==== DATA SECTION

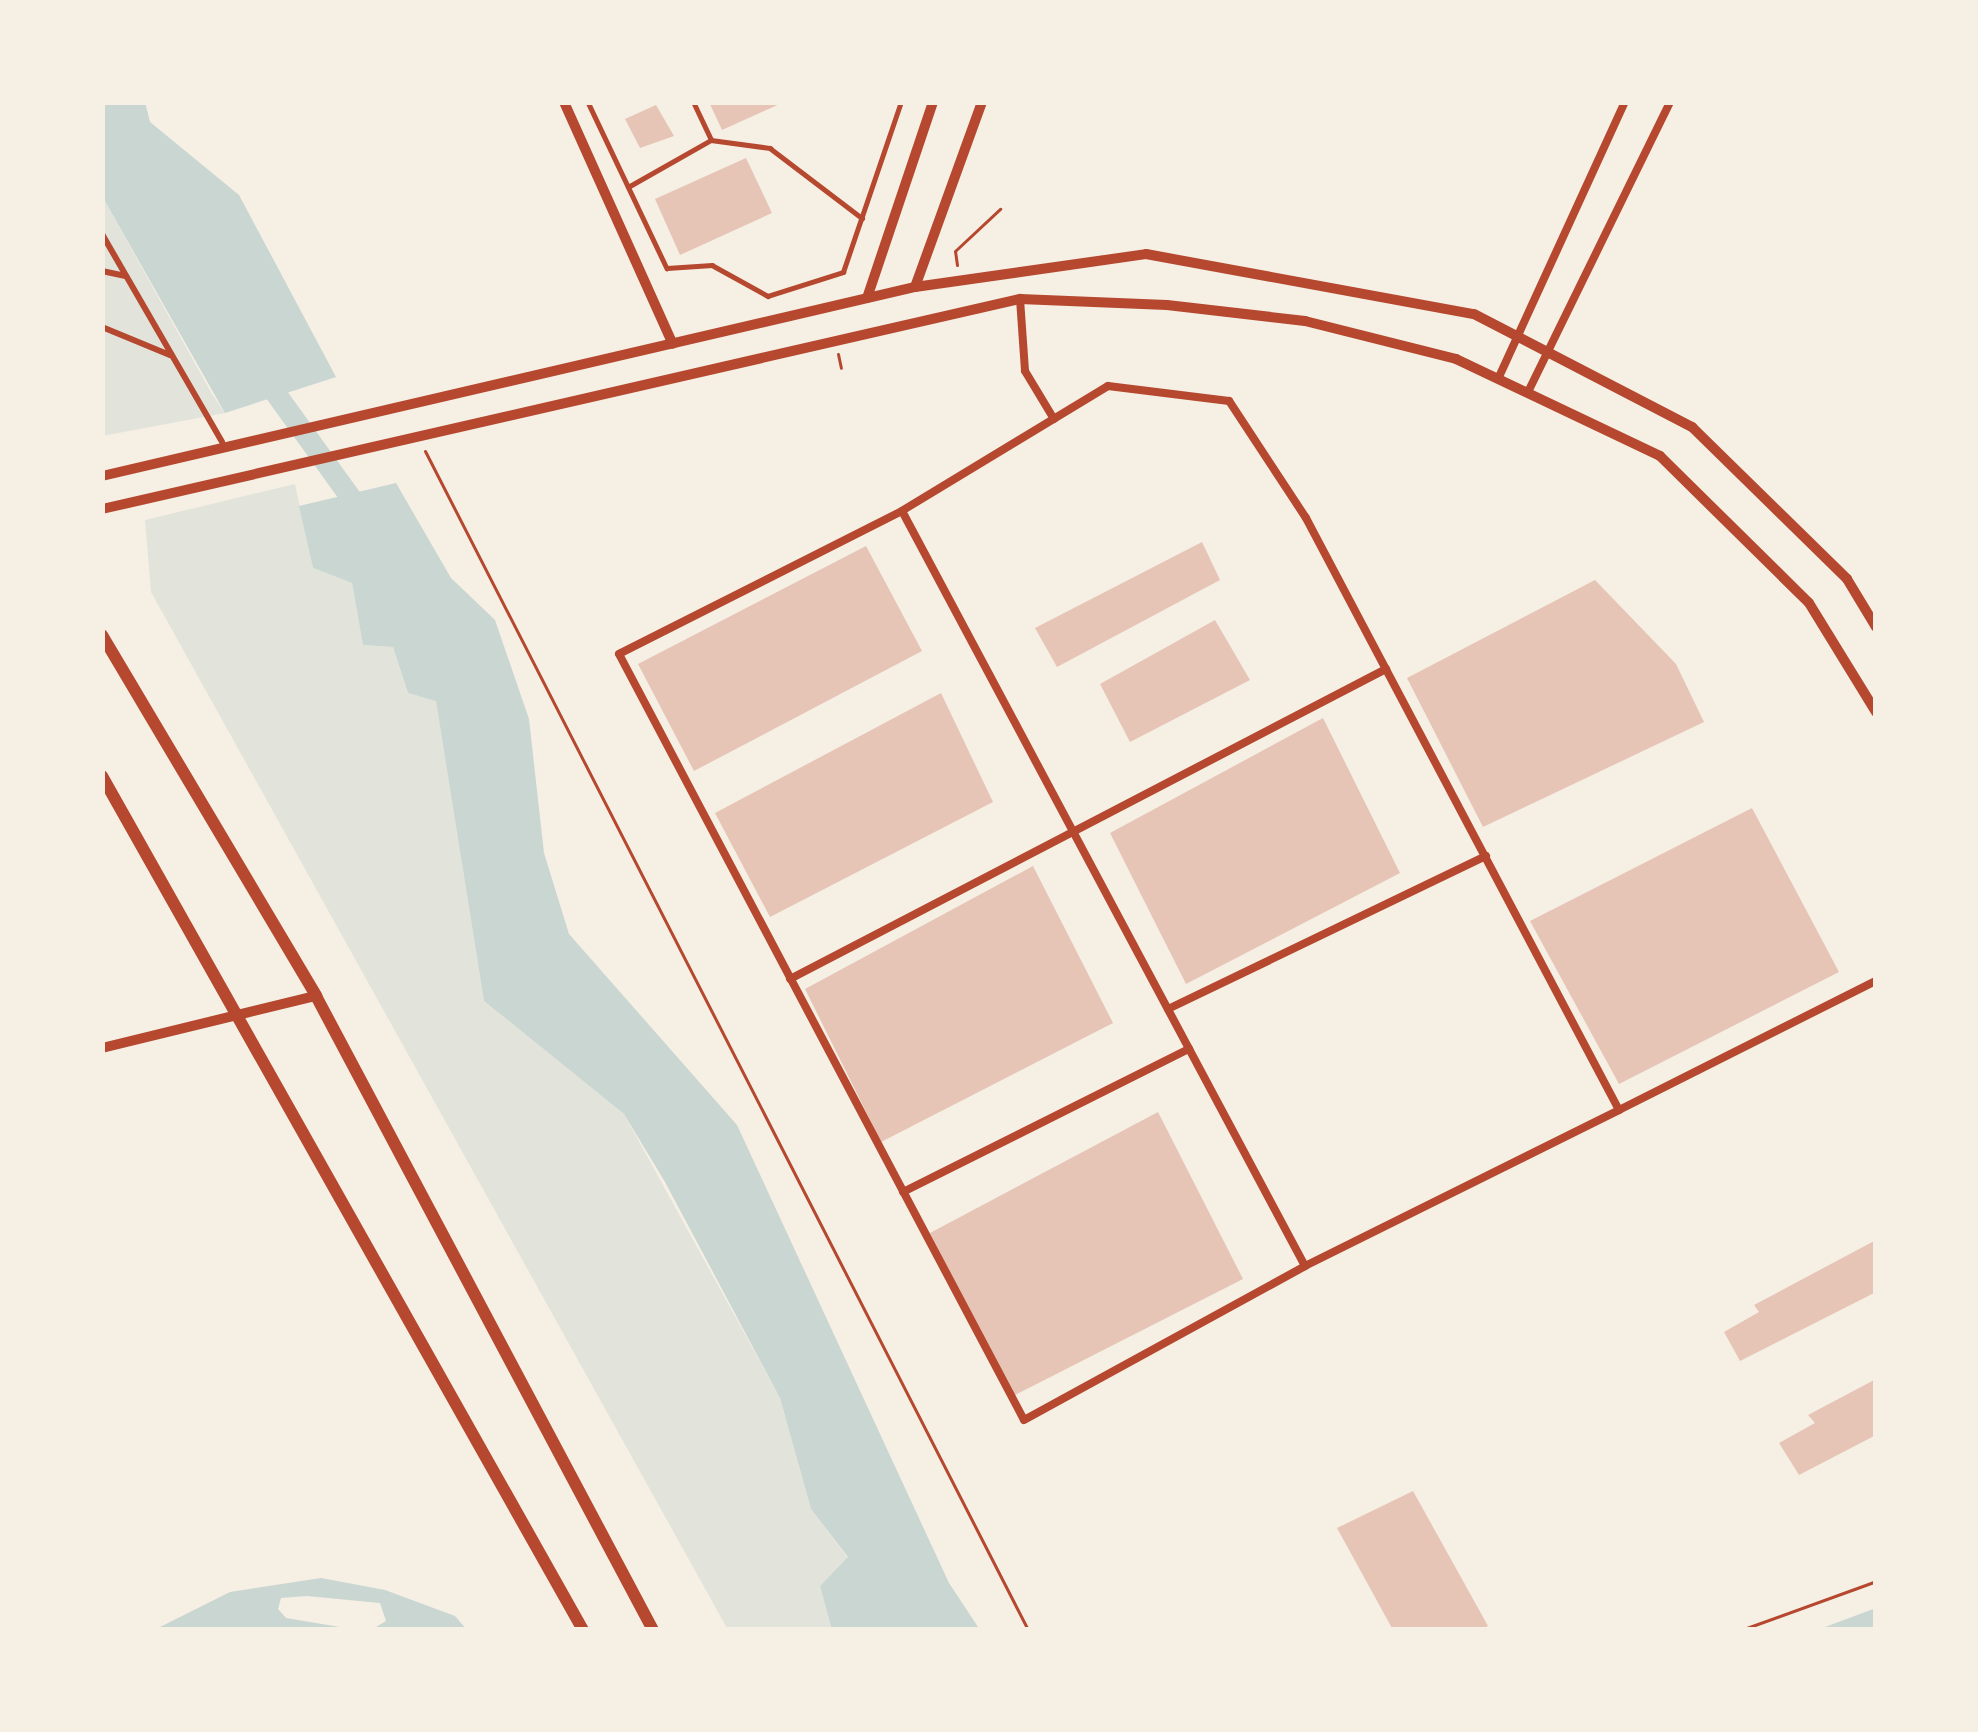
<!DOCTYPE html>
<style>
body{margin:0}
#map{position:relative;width:1978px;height:1732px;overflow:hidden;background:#f6efe4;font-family:Figtree,sans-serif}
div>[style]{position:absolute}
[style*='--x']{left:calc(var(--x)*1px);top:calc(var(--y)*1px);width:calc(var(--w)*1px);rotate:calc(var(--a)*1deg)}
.green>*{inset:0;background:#e2e4dc}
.water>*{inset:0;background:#c9d6d2}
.canal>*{height:21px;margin:-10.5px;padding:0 10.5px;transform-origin:10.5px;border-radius:10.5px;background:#c9d6d2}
.building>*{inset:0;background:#e6c5b7}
.path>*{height:3px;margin:-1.5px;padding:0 1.5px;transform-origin:1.5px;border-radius:1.5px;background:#b5482f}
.service>*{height:4.5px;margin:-2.25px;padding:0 2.25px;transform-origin:2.25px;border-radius:2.25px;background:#b5482f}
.pedestrian>*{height:6px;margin:-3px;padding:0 3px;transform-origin:3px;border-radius:3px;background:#b5482f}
.minor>*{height:8px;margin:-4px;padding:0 4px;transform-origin:4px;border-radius:4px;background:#b5482f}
.tertiary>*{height:10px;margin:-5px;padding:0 5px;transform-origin:5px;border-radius:5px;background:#b5482f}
.secondary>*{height:10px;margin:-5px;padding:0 5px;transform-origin:5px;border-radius:5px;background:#b5482f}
.primary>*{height:12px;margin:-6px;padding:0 6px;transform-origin:6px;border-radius:6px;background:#b5482f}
span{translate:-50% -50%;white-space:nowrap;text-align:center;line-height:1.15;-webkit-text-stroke:12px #f6efe4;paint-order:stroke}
.frame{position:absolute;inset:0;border:105px solid #f6efe4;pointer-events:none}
</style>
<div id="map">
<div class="green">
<i style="clip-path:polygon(102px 196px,212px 394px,225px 413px,102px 436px)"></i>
<i style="clip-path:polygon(295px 484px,313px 568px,352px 583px,363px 645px,393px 647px,408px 693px,436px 700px,484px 1001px,624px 1114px,780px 1398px,811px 1509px,848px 1558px,820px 1586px,832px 1630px,728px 1630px,151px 592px,145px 520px)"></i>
</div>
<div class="water">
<i style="clip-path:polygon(102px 102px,145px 102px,150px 122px,239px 195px,336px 377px,225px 413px,102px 196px)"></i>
<i style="clip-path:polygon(396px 483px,451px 578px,495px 620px,529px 719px,544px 853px,569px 934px,737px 1125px,949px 1583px,980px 1630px,832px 1630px,820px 1586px,848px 1557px,811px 1509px,780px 1398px,665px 1182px,624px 1114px,484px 1001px,436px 701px,408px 693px,393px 647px,363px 645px,352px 583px,313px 568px,299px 506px)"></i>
<i style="clip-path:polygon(321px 1578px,385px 1590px,455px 1616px,467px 1630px,371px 1630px,386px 1621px,380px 1603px,307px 1596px,281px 1598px,278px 1609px,286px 1618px,358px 1630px,154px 1630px,230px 1592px)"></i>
<i style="clip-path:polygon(1876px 1608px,1876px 1630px,1817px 1630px)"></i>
</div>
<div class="canal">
<i style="--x:263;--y:376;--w:173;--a:54.2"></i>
</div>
<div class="building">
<i style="clip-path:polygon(709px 102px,784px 102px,722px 130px)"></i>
<i style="clip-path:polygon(656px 105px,674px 136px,640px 148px,625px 119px)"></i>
<i style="clip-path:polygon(746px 158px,772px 213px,680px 255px,655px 199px)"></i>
<i style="clip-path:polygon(1202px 542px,1220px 580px,1057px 667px,1035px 628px)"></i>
<i style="clip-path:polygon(866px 546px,922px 651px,694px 771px,638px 664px)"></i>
<i style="clip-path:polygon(1595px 580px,1676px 664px,1704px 722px,1483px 827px,1407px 678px)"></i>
<i style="clip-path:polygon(1215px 620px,1250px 680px,1130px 742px,1100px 684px)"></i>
<i style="clip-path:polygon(941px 693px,993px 802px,770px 917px,715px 813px)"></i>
<i style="clip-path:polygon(1323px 718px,1400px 873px,1186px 984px,1110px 833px)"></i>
<i style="clip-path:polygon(1752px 808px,1839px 972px,1619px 1084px,1530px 921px)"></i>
<i style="clip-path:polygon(1033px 866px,1113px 1023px,881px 1142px,805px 989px)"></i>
<i style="clip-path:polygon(1158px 1112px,1243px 1279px,1013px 1396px,930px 1233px)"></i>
<i style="clip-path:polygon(1876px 1240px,1876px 1292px,1740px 1361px,1724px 1332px,1759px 1312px,1754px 1305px)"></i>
<i style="clip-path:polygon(1876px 1379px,1876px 1435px,1799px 1475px,1779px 1443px,1815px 1423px,1808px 1415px)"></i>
<i style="clip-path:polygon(1413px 1491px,1488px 1626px,1480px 1630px,1393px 1630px,1337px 1528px)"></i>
</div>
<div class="path">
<i style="--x:957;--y:265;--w:14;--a:-98"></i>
<i style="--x:955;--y:251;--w:62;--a:-43"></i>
<i style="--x:838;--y:354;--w:14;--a:78"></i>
<i style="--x:425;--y:451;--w:1324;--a:62.91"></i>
<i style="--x:1741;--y:1630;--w:144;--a:-19.9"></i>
</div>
<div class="service">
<i style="--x:588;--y:102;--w:184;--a:64.6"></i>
<i style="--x:667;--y:268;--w:45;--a:-3.8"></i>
<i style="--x:712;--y:265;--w:64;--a:29"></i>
<i style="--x:768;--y:296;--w:79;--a:-17.7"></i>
<i style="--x:843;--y:272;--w:180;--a:-71.2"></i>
<i style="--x:711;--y:140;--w:60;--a:7.7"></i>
<i style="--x:770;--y:148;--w:116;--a:37.3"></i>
<i style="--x:628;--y:187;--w:95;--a:-29.5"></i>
<i style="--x:711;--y:140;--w:42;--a:-115.3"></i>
</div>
<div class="pedestrian">
<i style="--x:102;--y:234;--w:240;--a:60"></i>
<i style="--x:102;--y:271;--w:24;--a:12"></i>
<i style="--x:102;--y:327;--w:74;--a:22.4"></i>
</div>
<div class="minor">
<i style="--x:1020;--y:299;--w:72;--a:86"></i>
<i style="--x:1025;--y:371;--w:56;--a:58.9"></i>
<i style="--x:1498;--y:379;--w:305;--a:-65.4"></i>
<i style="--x:1528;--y:392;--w:323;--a:-63.9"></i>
<i style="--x:902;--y:511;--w:856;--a:61.91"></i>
<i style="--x:790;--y:979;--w:672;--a:-27.48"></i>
<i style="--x:1168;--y:1009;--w:353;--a:-25.7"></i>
<i style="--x:1619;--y:1110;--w:670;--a:-117.87"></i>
<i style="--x:1306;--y:518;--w:140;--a:-123.3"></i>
<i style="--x:1229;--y:401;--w:122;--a:-172.9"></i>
<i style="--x:1108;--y:386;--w:241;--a:148.8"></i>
<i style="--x:902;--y:511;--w:317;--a:153.2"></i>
<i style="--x:619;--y:654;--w:866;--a:62.13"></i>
<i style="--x:1024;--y:1420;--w:320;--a:-28.7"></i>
<i style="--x:1305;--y:1266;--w:351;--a:-26.4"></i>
<i style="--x:1619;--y:1110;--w:288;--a:-26.7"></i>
<i style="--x:903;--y:1192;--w:320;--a:-26.6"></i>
</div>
<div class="tertiary">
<i style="--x:564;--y:102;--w:265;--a:65.8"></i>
<i style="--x:102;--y:1048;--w:220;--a:-13.7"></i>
</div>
<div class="secondary">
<i style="--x:915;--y:287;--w:197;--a:-70.1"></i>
<i style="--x:867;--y:298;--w:207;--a:-71.4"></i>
<i style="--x:102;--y:476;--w:835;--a:-13.09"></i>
<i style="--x:915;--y:287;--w:233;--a:-8.1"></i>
<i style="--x:1146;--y:254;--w:333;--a:10.4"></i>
<i style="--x:1474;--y:314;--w:246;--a:27.4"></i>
<i style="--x:1692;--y:427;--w:217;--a:44.4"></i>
<i style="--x:1847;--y:579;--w:56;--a:58.9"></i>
<i style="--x:102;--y:509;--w:942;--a:-12.89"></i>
<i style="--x:1020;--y:299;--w:147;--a:2.3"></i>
<i style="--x:1167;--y:305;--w:139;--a:6.6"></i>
<i style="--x:1305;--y:321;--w:156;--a:14.1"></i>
<i style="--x:1456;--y:359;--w:226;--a:25.4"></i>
<i style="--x:1660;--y:456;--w:209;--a:44.6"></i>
<i style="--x:1809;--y:603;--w:128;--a:58.4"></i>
</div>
<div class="primary">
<i style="--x:102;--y:635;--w:420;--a:59.3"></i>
<i style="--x:316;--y:996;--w:718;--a:62.01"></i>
<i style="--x:102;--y:776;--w:980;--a:60.61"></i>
</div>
<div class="frame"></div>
</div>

========

**REQUIRED ACTION:** The lines of the records that contain the string "width" should be located and copied.

**FINAL ANSWER:**
#map{position:relative;width:1978px;height:1732px;overflow:hidden;background:#f6efe4;font-family:Figtree,sans-serif}
[style*='--x']{left:calc(var(--x)*1px);top:calc(var(--y)*1px);width:calc(var(--w)*1px);rotate:calc(var(--a)*1deg)}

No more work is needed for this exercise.